(Dataset entries)
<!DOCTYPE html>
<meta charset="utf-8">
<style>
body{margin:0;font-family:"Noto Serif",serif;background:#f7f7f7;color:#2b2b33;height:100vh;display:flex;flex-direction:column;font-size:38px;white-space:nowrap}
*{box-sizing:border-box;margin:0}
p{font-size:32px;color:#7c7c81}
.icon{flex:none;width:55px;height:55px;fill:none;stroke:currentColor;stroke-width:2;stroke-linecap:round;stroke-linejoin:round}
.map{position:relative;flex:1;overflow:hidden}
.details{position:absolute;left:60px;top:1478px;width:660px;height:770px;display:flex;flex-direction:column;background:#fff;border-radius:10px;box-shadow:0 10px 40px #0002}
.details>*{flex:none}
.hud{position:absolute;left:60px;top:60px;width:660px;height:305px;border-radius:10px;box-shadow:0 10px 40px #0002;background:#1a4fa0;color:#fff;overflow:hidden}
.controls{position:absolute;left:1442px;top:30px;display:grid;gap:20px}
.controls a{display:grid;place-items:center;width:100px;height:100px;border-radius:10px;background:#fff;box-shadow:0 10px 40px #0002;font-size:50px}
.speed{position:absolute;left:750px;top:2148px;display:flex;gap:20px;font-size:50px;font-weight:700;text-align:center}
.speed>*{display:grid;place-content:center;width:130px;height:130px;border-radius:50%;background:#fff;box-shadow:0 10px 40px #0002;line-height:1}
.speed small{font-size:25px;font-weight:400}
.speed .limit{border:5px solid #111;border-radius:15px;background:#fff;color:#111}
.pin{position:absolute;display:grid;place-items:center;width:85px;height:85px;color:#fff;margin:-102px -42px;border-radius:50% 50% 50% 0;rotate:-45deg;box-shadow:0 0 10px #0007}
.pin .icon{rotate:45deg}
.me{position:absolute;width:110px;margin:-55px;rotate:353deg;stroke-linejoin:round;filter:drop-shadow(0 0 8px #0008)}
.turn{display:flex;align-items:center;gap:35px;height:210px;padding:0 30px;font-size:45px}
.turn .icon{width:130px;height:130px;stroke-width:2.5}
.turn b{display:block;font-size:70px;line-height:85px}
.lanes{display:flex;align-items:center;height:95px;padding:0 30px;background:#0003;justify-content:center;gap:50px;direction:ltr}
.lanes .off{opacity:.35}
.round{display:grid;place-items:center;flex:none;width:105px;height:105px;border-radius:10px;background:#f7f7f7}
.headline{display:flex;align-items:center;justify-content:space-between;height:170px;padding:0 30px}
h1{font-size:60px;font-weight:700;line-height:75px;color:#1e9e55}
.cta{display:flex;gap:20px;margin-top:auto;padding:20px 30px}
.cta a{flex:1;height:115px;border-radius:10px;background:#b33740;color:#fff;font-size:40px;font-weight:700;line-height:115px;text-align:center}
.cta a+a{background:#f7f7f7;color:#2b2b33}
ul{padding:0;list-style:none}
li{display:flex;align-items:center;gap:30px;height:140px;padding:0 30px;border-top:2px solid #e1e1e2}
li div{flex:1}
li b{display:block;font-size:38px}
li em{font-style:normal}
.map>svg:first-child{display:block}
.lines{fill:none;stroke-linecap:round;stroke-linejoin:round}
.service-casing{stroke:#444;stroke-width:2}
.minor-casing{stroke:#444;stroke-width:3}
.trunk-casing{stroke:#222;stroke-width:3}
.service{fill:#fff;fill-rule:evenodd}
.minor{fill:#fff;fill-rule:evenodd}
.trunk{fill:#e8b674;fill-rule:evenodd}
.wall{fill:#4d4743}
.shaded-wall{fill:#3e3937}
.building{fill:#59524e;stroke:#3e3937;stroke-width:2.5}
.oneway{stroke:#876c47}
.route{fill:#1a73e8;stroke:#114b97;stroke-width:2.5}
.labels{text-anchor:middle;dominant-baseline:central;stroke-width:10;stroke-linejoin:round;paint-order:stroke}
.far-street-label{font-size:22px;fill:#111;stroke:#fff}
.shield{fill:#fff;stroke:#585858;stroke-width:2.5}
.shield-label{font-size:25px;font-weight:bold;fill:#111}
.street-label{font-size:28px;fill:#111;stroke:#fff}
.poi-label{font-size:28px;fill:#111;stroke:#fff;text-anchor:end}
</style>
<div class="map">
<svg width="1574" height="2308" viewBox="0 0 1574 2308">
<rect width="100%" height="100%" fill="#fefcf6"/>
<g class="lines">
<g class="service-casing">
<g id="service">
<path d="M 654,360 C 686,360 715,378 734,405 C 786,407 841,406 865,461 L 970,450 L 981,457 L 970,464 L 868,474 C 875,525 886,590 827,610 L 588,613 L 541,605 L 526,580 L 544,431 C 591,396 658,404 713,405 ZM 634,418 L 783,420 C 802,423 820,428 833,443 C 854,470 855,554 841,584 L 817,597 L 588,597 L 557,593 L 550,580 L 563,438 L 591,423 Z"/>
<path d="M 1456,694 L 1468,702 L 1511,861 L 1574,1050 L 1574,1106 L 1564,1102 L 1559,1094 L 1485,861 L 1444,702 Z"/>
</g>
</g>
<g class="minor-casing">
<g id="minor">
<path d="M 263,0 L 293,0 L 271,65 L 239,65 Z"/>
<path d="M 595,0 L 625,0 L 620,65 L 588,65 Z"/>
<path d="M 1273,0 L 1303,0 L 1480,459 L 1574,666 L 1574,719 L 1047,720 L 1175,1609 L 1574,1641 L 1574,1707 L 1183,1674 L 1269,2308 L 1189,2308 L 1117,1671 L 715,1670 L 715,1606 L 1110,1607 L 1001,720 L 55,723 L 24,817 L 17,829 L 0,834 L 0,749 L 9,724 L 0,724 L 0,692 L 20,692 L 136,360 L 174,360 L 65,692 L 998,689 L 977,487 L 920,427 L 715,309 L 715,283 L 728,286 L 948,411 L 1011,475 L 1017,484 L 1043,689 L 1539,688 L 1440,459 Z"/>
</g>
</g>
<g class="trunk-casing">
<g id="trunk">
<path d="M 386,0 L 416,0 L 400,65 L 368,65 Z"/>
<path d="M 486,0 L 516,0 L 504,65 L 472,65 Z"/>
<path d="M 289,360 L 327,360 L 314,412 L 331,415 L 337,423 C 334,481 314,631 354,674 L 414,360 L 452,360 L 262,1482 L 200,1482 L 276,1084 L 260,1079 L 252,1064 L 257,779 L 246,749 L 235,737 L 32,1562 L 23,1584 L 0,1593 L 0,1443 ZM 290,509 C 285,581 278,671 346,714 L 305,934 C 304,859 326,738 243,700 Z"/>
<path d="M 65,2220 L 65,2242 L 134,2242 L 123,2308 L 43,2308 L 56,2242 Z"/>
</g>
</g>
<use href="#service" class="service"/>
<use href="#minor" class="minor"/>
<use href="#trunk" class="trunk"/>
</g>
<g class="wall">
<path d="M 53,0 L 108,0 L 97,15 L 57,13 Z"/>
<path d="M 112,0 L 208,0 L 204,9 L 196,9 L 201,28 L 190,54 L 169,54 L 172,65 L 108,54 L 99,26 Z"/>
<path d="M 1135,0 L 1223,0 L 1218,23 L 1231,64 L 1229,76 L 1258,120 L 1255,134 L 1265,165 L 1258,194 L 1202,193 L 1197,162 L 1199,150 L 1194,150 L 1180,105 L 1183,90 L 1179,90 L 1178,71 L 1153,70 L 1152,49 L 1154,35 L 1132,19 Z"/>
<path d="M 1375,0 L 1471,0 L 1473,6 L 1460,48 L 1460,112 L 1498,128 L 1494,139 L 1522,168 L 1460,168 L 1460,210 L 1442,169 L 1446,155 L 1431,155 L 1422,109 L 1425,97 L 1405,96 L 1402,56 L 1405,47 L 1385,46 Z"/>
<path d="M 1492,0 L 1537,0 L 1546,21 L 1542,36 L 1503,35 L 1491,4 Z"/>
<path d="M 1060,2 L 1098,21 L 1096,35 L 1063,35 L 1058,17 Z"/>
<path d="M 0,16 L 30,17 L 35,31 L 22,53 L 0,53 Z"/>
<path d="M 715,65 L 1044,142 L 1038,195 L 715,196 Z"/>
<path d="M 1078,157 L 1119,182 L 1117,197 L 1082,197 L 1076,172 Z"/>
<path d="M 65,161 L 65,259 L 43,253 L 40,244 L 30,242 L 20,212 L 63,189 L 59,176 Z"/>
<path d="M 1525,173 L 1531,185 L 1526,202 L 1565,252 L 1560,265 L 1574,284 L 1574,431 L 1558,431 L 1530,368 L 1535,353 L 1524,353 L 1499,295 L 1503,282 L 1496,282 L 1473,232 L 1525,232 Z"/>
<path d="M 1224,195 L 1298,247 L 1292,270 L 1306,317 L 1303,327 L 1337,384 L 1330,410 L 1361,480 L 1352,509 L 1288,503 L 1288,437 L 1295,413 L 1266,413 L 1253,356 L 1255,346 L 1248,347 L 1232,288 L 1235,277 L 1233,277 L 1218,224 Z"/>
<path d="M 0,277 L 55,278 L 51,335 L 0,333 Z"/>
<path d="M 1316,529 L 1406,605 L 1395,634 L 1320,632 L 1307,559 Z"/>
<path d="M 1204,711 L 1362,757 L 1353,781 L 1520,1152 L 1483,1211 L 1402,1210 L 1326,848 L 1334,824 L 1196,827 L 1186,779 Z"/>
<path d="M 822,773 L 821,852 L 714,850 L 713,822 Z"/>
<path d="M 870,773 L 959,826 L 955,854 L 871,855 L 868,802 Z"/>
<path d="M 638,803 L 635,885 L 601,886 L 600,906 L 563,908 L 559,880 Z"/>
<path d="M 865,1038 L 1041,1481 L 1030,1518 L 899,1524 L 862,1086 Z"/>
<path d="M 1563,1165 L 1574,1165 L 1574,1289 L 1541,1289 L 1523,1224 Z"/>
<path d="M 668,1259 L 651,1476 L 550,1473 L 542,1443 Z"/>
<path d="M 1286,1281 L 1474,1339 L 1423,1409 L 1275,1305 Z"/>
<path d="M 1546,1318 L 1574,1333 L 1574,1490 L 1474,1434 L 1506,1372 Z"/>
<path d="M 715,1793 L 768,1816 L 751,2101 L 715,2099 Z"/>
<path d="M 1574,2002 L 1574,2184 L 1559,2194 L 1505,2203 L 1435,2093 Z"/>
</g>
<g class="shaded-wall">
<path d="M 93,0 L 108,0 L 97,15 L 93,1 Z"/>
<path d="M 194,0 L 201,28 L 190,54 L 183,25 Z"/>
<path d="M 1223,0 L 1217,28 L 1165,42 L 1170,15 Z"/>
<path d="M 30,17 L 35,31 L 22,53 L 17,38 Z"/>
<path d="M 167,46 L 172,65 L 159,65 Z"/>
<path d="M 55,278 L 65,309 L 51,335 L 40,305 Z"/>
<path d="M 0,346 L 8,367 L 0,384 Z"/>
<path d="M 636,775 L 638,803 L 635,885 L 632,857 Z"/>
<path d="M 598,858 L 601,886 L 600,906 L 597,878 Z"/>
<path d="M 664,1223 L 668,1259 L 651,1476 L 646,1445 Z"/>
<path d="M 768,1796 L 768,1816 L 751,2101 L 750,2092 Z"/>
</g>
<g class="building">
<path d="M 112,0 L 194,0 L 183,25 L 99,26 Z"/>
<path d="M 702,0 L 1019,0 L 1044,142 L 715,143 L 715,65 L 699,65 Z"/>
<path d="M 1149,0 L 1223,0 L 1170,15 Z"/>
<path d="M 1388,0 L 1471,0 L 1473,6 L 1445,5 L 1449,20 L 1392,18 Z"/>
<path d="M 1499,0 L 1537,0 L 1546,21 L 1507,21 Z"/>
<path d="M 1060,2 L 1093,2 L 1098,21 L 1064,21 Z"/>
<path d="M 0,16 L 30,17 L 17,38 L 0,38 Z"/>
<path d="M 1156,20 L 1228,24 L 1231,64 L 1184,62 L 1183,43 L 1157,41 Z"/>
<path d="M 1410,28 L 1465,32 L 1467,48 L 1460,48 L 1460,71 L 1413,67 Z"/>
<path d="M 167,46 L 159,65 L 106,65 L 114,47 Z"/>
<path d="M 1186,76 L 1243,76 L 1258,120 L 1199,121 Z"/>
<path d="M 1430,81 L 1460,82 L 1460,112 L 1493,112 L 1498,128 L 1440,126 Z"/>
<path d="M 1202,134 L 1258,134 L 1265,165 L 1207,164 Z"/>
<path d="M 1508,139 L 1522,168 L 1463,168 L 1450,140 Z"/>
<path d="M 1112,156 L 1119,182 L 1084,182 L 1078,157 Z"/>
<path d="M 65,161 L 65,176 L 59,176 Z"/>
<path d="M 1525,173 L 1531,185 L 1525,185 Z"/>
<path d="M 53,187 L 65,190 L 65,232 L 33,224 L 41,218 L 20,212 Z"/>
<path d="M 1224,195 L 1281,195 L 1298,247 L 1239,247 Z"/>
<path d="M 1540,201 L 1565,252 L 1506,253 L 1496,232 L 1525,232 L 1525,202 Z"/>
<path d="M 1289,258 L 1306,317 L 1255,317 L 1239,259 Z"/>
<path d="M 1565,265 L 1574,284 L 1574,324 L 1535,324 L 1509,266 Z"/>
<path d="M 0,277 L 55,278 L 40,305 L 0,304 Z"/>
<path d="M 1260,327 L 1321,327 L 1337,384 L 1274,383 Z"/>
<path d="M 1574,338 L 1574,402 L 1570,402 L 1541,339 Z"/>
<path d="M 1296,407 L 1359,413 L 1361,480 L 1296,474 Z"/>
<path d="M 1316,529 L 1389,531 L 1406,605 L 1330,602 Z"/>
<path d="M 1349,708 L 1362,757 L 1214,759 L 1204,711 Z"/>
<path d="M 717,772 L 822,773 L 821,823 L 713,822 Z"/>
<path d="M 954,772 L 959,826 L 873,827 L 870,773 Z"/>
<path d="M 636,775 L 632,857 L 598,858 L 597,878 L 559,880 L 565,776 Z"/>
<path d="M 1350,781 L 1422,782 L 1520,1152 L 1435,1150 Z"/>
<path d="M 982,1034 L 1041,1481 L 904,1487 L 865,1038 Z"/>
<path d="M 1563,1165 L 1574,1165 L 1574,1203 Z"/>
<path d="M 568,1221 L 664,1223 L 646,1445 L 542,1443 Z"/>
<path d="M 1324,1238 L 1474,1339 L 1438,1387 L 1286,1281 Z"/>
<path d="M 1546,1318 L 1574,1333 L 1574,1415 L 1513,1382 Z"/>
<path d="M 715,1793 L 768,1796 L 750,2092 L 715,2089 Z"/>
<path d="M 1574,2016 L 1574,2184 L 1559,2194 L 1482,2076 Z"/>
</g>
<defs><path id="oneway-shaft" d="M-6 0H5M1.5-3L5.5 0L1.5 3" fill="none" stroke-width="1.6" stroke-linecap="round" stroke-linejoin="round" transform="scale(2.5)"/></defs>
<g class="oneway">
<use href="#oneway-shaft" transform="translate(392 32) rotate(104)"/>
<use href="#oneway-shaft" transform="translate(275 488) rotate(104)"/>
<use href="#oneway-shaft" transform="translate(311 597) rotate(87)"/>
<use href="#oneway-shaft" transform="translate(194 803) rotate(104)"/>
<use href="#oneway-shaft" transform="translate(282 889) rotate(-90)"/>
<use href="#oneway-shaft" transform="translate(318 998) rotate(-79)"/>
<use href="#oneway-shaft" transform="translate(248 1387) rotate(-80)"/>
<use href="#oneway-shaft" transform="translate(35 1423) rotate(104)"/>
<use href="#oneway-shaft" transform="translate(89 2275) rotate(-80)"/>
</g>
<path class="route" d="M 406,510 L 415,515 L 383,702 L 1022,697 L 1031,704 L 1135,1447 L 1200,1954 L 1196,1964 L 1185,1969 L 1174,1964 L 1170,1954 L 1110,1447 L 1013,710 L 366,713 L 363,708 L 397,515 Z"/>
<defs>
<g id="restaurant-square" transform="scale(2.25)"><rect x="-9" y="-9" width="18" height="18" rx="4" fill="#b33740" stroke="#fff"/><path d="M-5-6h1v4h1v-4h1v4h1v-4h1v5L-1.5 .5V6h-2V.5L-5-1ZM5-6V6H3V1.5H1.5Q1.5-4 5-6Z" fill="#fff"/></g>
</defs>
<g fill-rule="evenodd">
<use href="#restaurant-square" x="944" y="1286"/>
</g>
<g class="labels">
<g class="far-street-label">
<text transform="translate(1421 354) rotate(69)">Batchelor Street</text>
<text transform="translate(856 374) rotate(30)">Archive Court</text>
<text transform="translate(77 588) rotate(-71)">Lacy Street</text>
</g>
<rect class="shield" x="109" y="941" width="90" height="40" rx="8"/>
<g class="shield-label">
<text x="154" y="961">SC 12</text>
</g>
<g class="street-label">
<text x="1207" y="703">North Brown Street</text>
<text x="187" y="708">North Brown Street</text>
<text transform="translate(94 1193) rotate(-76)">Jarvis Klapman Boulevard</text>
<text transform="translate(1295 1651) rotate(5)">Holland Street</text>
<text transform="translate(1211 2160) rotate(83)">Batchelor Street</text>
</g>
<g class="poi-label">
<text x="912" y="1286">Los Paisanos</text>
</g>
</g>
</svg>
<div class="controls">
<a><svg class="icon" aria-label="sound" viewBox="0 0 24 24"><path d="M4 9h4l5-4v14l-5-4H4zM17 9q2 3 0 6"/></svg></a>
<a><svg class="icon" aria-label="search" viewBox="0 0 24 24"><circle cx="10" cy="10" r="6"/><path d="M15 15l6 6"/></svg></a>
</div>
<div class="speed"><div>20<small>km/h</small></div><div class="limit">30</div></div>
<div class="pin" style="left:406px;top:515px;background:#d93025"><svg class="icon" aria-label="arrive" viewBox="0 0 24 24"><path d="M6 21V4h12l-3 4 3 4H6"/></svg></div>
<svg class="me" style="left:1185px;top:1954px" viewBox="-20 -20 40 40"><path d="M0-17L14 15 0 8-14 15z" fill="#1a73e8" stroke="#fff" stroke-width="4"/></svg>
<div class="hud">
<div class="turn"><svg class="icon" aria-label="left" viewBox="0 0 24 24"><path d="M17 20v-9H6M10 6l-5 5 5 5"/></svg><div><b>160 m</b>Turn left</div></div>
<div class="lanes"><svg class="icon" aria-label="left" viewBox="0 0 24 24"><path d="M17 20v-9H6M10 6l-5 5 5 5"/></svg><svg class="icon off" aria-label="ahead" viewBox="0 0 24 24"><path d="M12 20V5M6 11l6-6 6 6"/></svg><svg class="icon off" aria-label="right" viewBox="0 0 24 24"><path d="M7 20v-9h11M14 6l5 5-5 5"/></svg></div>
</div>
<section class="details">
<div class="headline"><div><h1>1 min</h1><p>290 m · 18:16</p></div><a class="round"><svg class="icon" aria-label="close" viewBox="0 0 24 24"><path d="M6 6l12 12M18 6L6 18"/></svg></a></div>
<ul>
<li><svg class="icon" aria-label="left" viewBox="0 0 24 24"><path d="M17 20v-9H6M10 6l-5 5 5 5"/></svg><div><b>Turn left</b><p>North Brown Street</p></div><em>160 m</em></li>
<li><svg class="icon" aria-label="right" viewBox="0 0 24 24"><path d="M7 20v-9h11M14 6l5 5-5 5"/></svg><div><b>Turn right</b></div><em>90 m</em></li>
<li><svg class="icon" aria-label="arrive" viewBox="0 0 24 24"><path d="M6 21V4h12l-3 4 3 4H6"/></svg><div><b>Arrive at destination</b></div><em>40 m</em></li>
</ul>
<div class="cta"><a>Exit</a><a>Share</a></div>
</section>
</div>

**TASK BRIEF**
Say how many lines of the entries above hold the string "padding", and say nothing besides the number.

**EXERCISE OUTPUT**
6